Well, Tanis got some Vegan noms at a big potluck celebration at the park today. I know I'm a contradiction to most people being vegan myself but feeding my dog raw meat. Though there was no meat, he was in absolute heaven at the event with all of the fun people, children and other dogs to play with. He also enjoyed getting sweet potatoes, green beans and pumpkin goodies that he doesn't normally get!


----------



## Spaz (Sep 3, 2009)

Hannah had a turkey quarter and scrapes from our meal. :smile:


----------



## sassymaxmom (Dec 7, 2008)

Thanksgiving was saved by the turkey cooker! My BIL gave me the raw giblets for the dogs. Max will get turkey after all, neck, gizzard, heart and liver - just a day late.


----------



## spookychick13 (Jan 26, 2010)

My boys had beef ribs for dinner, it's their favorite.

Well, everything is Jack's favorite, but beef ribs seem to be Flip's number one. 

Well, that's aside from the big new york strip he had for his gotcha day. 
He's not spoiled.


----------



## luvMyBRT (Mar 8, 2010)

spookychick13 said:


> Well, that's aside from the big new york strip he had for his gotcha day.
> He's not spoiled.


Nope, doesn't sound spoiled to me at all. Neither is Lucky. It's very normal for her to get part of my filet mignon. :biggrin:


----------



## Mia (Oct 4, 2010)

We did our thanksgiving in OCT:biggrin:


----------



## schtuffy (May 17, 2010)

Well the plan was to top some of his raw dinner with a few scraps of white meat from the turkey. But we are down in GA with the in laws for the holiday and my mother in law decided to sneak him wayyyy too much turkey after seeing how much he liked it. Needless to say, today he has cannon butt, despite me warning her it would happen if she kept feeding him :frown:


----------



## SerenityFL (Sep 28, 2010)

Well we WERE going to have raw turkey and bones but since that post by Rachel quoting the ASPCA warnings about raw turkey and bones, I was petrified to feed it to them and have them get salmonella.

So they had raw pork ribs and raw pig tail instead.


----------



## 3RingCircus (May 24, 2010)

Well, Bailey and Barnum, the t-u-r-k-e-y-s, were stuffed on Thanksgiving Day. Other than my hubby being a little bullheaded things went smoothly. Hubby thought he should just leave the food out even if they didn't finish it.  Not such a good idea.

A 14 pound turkey was shared between two puppies who thoroughly enjoyed their raw turkey meal. My hubby cut off the wing tips thinking they weren't a good eat. Next he'll know to just gut it and leave the rest.

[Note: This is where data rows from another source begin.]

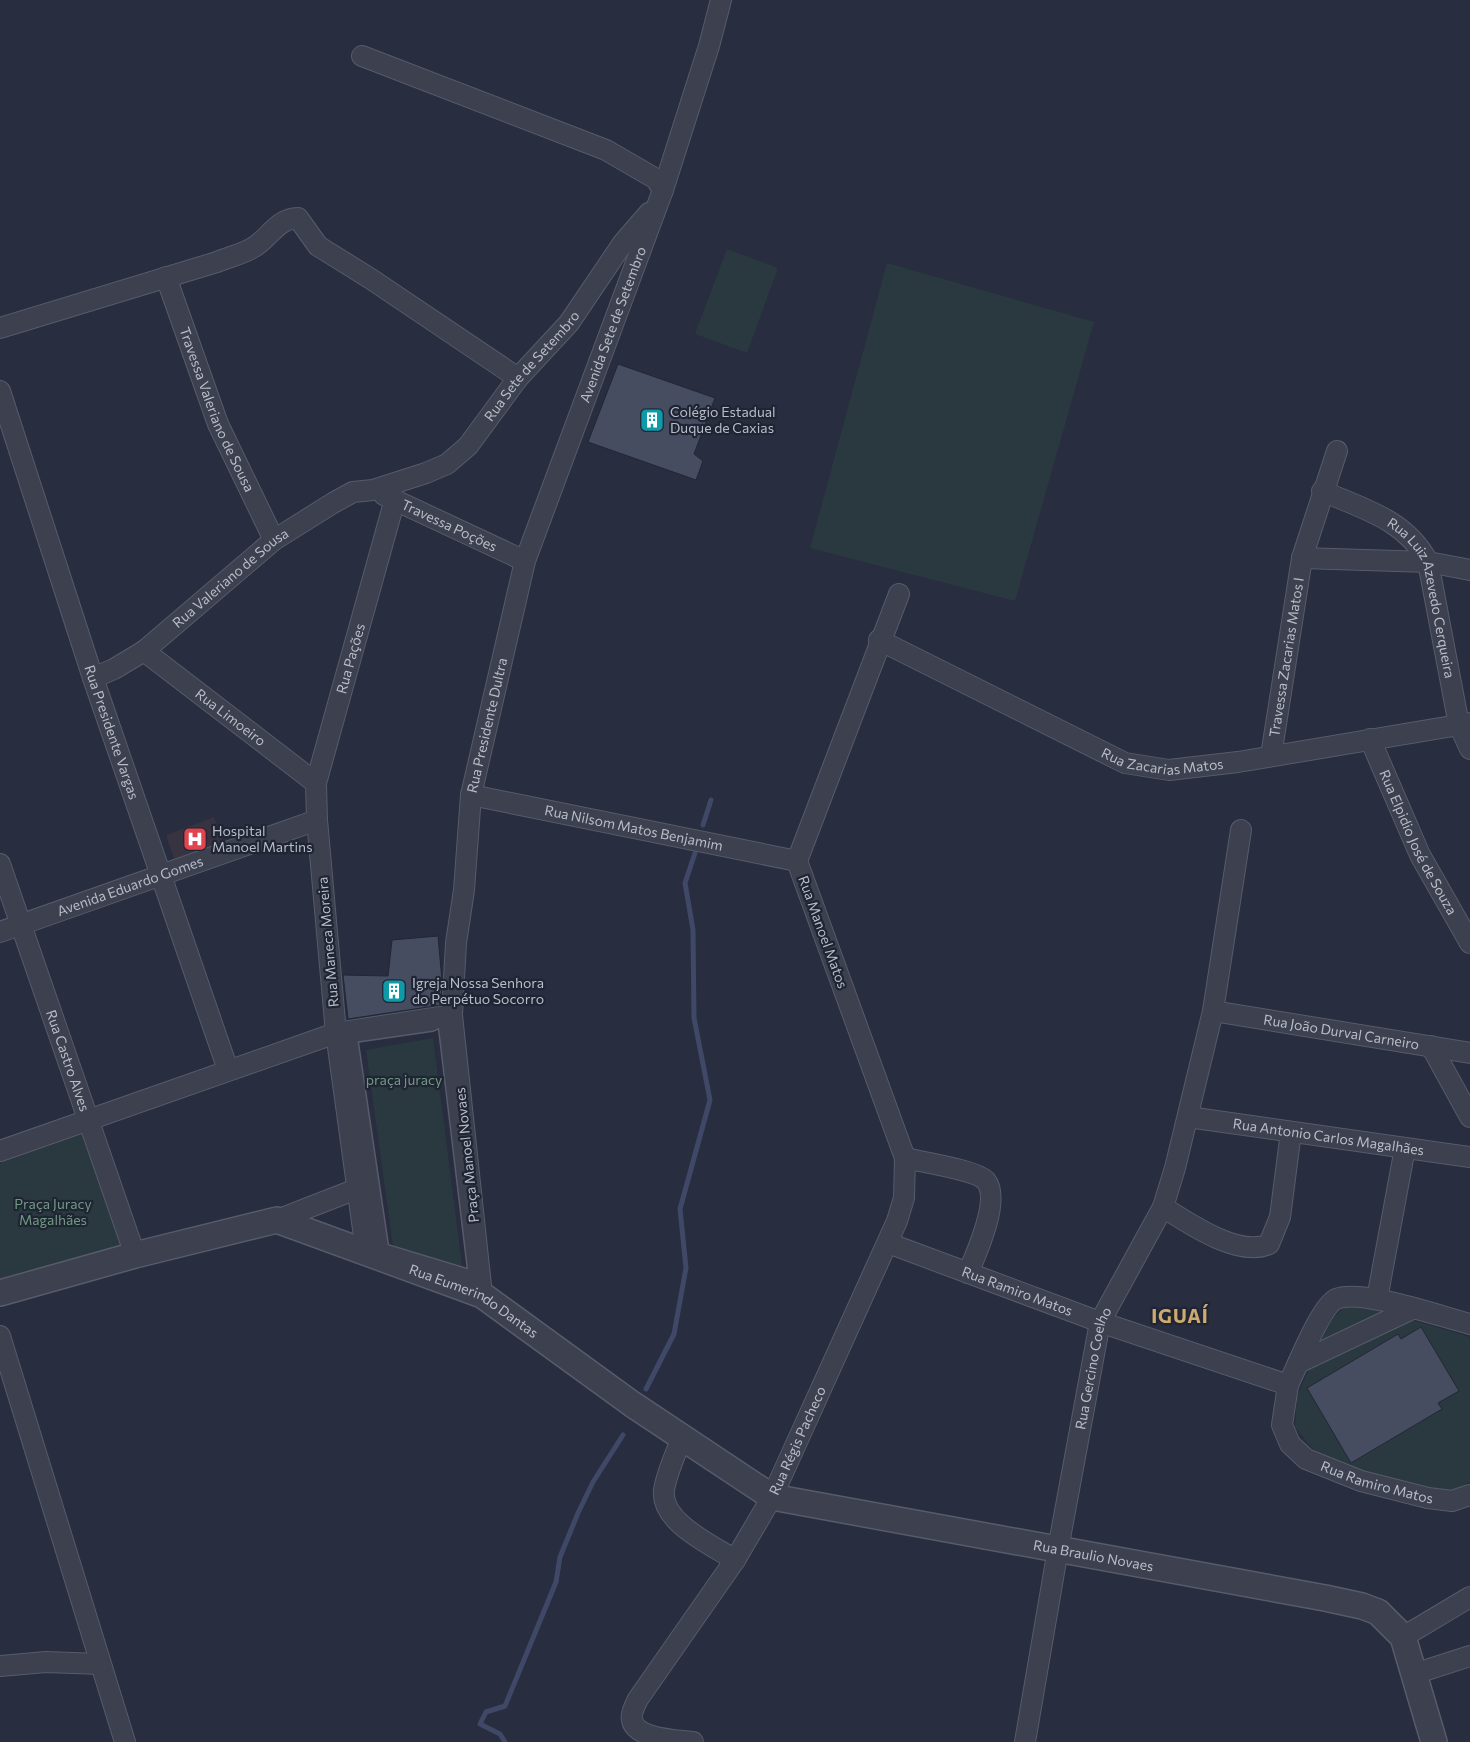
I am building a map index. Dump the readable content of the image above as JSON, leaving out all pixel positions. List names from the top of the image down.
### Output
{
  "streets": {
    "street": [
      "Avenida Sete de Setembro",
      "Rua Sete de Setembro",
      "Travessa Valeriano de Sousa",
      "Travessa Poções",
      "Rua Valeriano de Sousa",
      "Rua Luiz Azevedo Cerqueira",
      "Travessa Zacarias Matos I",
      "Rua Pações",
      "Rua Limoeiro",
      "Rua Presidente Dultra",
      "Rua Presidente Vargas",
      "Rua Zacarias Matos",
      "Rua Nilsom Matos Benjamim",
      "Rua Elpidio José de Souza",
      "Avenida Eduardo Gomes",
      "Rua Manoel Matos",
      "Rua Maneca Moreira",
      "Rua João Durval Carneiro",
      "Rua Castro Alves",
      "Rua Antonio Carlos Magalhães",
      "Praça Manoel Novaes",
      "Rua Ramiro Matos",
      "Rua Eumerindo Dantas",
      "Rua Gercino Coelho",
      "Rua Régis Pacheco",
      "Rua Braulio Novaes"
    ]
  },
  "crossings": [
    ["Avenida Sete de Setembro", "Rua Sete de Setembro"],
    ["Avenida Sete de Setembro", "Rua Presidente Dultra"],
    ["Rua Sete de Setembro", "Travessa Poções"],
    ["Rua Sete de Setembro", "Rua Valeriano de Sousa"],
    ["Travessa Valeriano de Sousa", "Rua Valeriano de Sousa"],
    ["Travessa Poções", "Rua Valeriano de Sousa"],
    ["Travessa Poções", "Rua Pações"],
    ["Travessa Poções", "Rua Presidente Dultra"],
    ["Rua Valeriano de Sousa", "Rua Limoeiro"],
    ["Rua Valeriano de Sousa", "Rua Presidente Vargas"],
    ["Rua Luiz Azevedo Cerqueira", "Travessa Zacarias Matos I"],
    ["Rua Luiz Azevedo Cerqueira", "Rua Zacarias Matos"],
    ["Travessa Zacarias Matos I", "Rua Zacarias Matos"],
    ["Rua Pações", "Rua Limoeiro"],
    ["Rua Pações", "Avenida Eduardo Gomes"],
    ["Rua Pações", "Rua Maneca Moreira"],
    ["Rua Presidente Dultra", "Rua Nilsom Matos Benjamim"],
    ["Rua Presidente Dultra", "Praça Manoel Novaes"],
    ["Rua Presidente Vargas", "Avenida Eduardo Gomes"],
    ["Rua Zacarias Matos", "Rua Elpidio José de Souza"],
    ["Rua Zacarias Matos", "Rua Manoel Matos"],
    ["Rua Nilsom Matos Benjamim", "Rua Manoel Matos"],
    ["Avenida Eduardo Gomes", "Rua Maneca Moreira"],
    ["Avenida Eduardo Gomes", "Rua Castro Alves"],
    ["Rua Manoel Matos", "Rua Régis Pacheco"],
    ["Rua João Durval Carneiro", "Rua Gercino Coelho"],
    ["Rua Antonio Carlos Magalhães", "Rua Gercino Coelho"],
    ["Praça Manoel Novaes", "Rua Eumerindo Dantas"],
    ["Rua Ramiro Matos", "Rua Gercino Coelho"],
    ["Rua Ramiro Matos", "Rua Régis Pacheco"],
    ["Rua Eumerindo Dantas", "Rua Régis Pacheco"],
    ["Rua Eumerindo Dantas", "Rua Braulio Novaes"],
    ["Rua Gercino Coelho", "Rua Braulio Novaes"],
    ["Rua Régis Pacheco", "Rua Braulio Novaes"]
  ],
  "districts": ["IGUAÍ"],
  "parks": ["praça juracy", "Praça Juracy Magalhães"],
  "places": {
    "building": ["Colégio Estadual Duque de Caxias", "Igreja Nossa Senhora do Perpétuo Socorro"],
    "hospital": ["Hospital Manoel Martins"]
  }
}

Bailey grabbed the turkey neck, his first. He loved it. Barnum grabbed the entire turkey by the hindquarter and dragged it over to his spot. I think he had designs on that turkey. I tossed it back into the center of things and Bailey grabbed it and started gnawing away. He even growled at Barnum when he approached. I've never seen Bailey do that before. Maybe it was like fresh kill? Who knows. Interesting reaction.

After Bailey finished he walked away and I tossed the bird into Barnum's feeding spot, a kennel. He ate part of a wing, a breast, and a hindquarter. Then he walked away.

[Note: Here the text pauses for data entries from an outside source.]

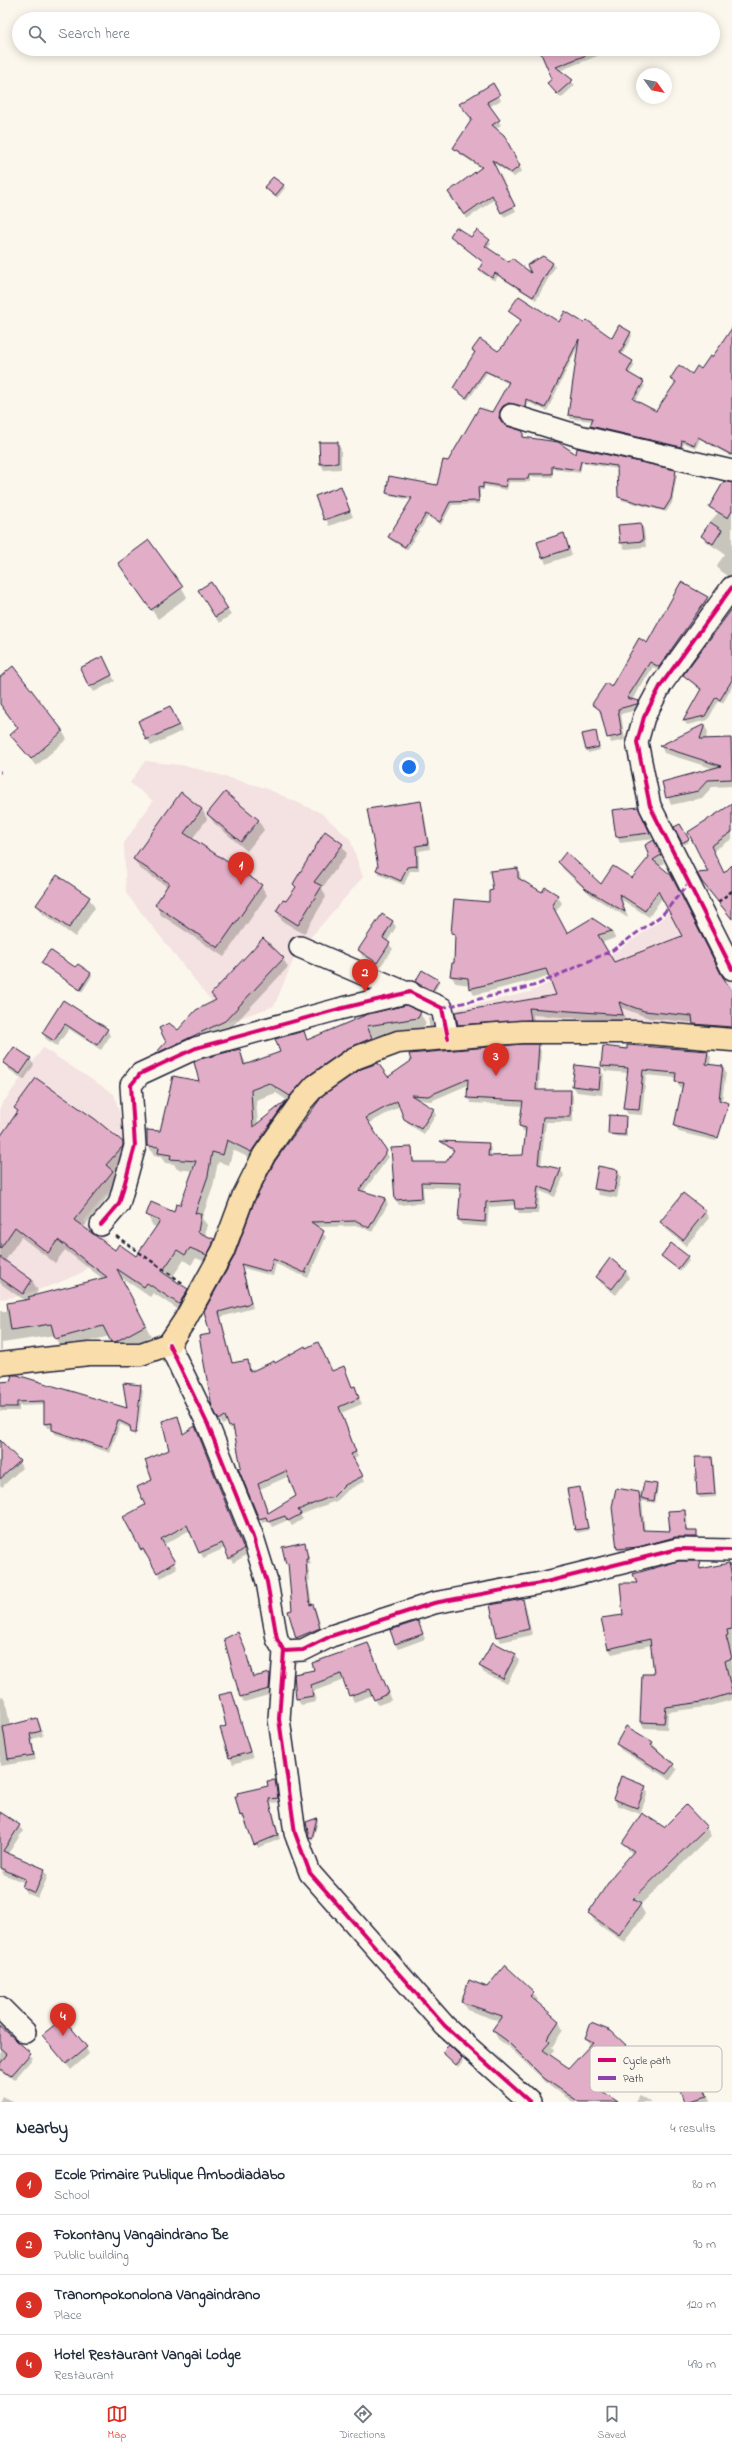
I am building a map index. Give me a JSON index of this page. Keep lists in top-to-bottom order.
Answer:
{
  "legend": ["Cycle path", "Path"],
  "north": "bottom right",
  "page": {
    "search": "Search here",
    "pins": [
      "1",
      "2",
      "3",
      "4"
    ],
    "heading": ["Nearby", "4 results"],
    "list": [
      {
        "mark": "1",
        "name": "Ecole Primaire Publique Ambodiadabo",
        "note": "School",
        "value": "80 m"
      },
      {
        "mark": "2",
        "name": "Fokontany Vangaindrano Be",
        "note": "Public building",
        "value": "90 m"
      },
      {
        "mark": "3",
        "name": "Tranompokonolona Vangaindrano",
        "note": "Place",
        "value": "120 m"
      },
      {
        "mark": "4",
        "name": "Hotel Restaurant Vangai Lodge",
        "note": "Restaurant",
        "value": "490 m"
      }
    ],
    "nav": ["Map", "Directions", "Saved"]
  }
}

Since the turkey was left out, Bailey thought he needed to gorge himself some more. He finished it off. I thought before this point it should've been refrigerated. But my hubby insisted that it was perfectly fine to let Bailey finish it off.  It wasn't. Bailey gorged himself and was too full. For a few minutes afterward, Bailey acted as if he was going to barf. He never did though.

Both pups didn't play at all after eating. We made them rest for 2.5 hours before they could go out in the yard together. They had no desire to do anything but lay on the front porch.

Both pups had dinner tonight and that's it for today. Neither one even hinted they were hungry until this evening. They were stuffed to the gills, no wings, no, uh... ribs. :biggrin:


----------



## magicre (Apr 7, 2010)

we went on a spa vacation and left our dogs home with their groomer.

when we got back, they got turkey gizzards and lamb trachea.....


----------



## spookychick13 (Jan 26, 2010)

A spa vacation!! I am jealous


----------



## magicre (Apr 7, 2010)

spookychick13 said:


> A spa vacation!! I am jealous


so were the dogs, when we told them LOL


----------